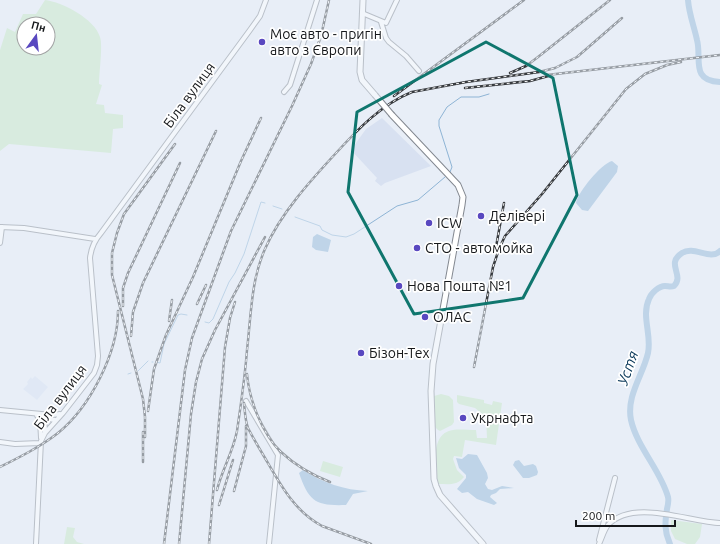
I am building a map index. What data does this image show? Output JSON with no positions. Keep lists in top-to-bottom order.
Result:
{
  "streets": {
    "street": ["Біла вулиця"]
  },
  "water": ["Устя"],
  "places": [
    "Моє авто - пригін авто з Європи",
    "Делівері",
    "ICW",
    "СТО - автомойка",
    "Нова Пошта №1",
    "ОЛАС",
    "Бізон-Тех",
    "Укрнафта"
  ],
  "scale_bar": "200 m",
  "north": "top"
}
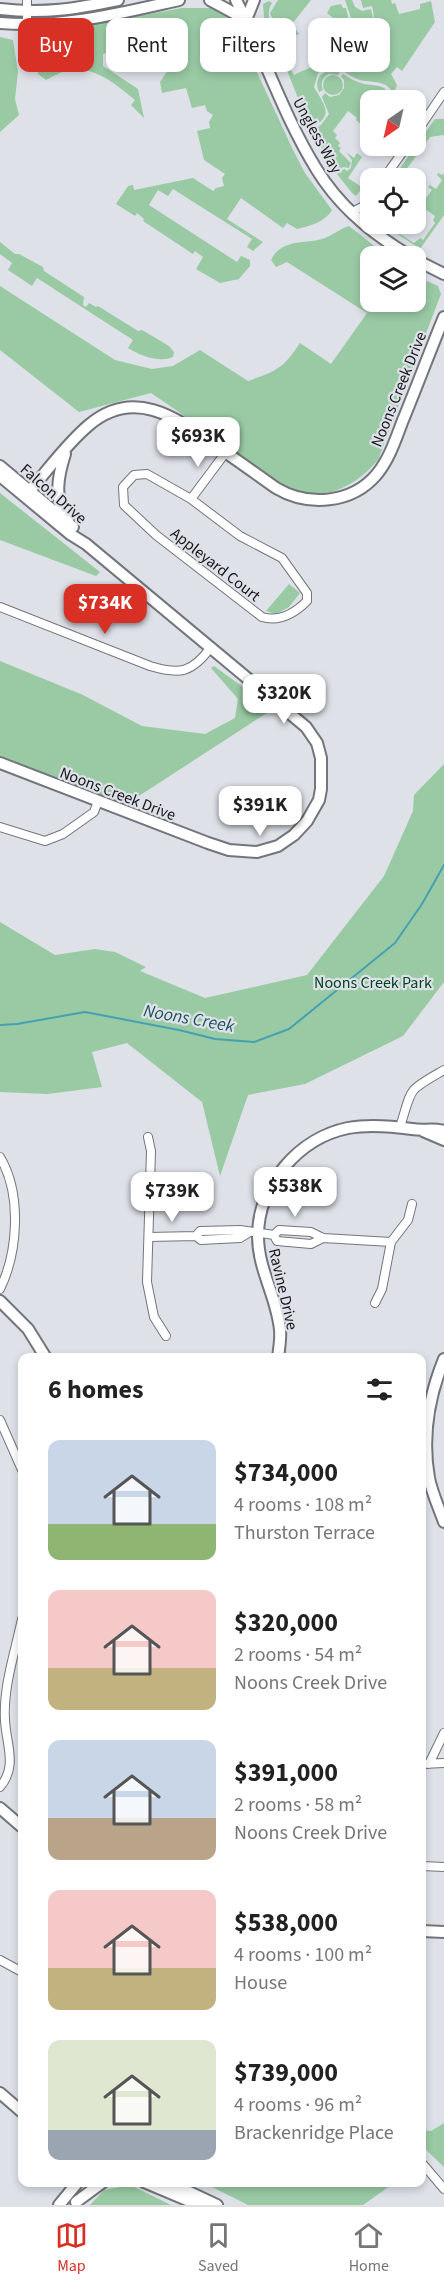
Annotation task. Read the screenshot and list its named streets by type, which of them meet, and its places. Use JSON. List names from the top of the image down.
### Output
{
  "streets": {
    "street": [
      "Ungless Way",
      "Noons Creek Drive",
      "Falcon Drive",
      "Appleyard Court",
      "Ravine Drive"
    ]
  },
  "crossings": [
    ["Noons Creek Drive", "Falcon Drive"]
  ],
  "water": ["Noons Creek"],
  "parks": ["Noons Creek Park"],
  "north": "bottom left",
  "page": {
    "chip": [
      "Buy",
      "Rent",
      "Filters",
      "New"
    ],
    "price": [
      "$693K",
      "$734K",
      "$320K",
      "$391K",
      "$538K",
      "$739K"
    ],
    "heading": "6 homes",
    "list": [
      {
        "name": "$734,000",
        "note": "4 rooms · 108 m² · Thurston Terrace"
      },
      {
        "name": "$320,000",
        "note": "2 rooms · 54 m² · Noons Creek Drive"
      },
      {
        "name": "$391,000",
        "note": "2 rooms · 58 m² · Noons Creek Drive"
      },
      {
        "name": "$538,000",
        "note": "4 rooms · 100 m² · House"
      },
      {
        "name": "$739,000",
        "note": "4 rooms · 96 m² · Brackenridge Place"
      }
    ],
    "tabs": ["Map", "Saved", "Home"]
  }
}
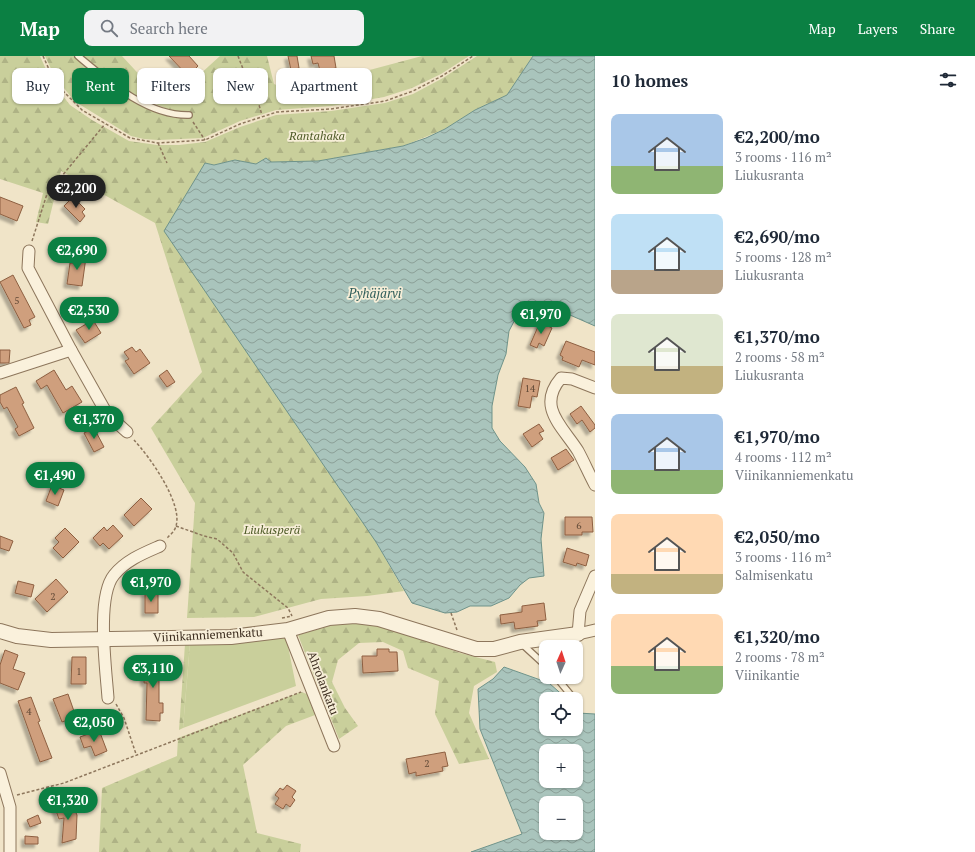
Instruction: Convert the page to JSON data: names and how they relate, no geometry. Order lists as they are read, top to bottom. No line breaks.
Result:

* * *

● Problem
Using the records above, filter out every line that lacks the string "names" and copy the rest.

● Exercise answer
Annotation task. Read the screenshot and list its named streets by type, which of them meet, and its places. Use JSON. List names from the top of the image down.
Instruction: Convert the page to JSON data: names and how they relate, no geometry. Order lists as they are read, top to bottom. No line breaks.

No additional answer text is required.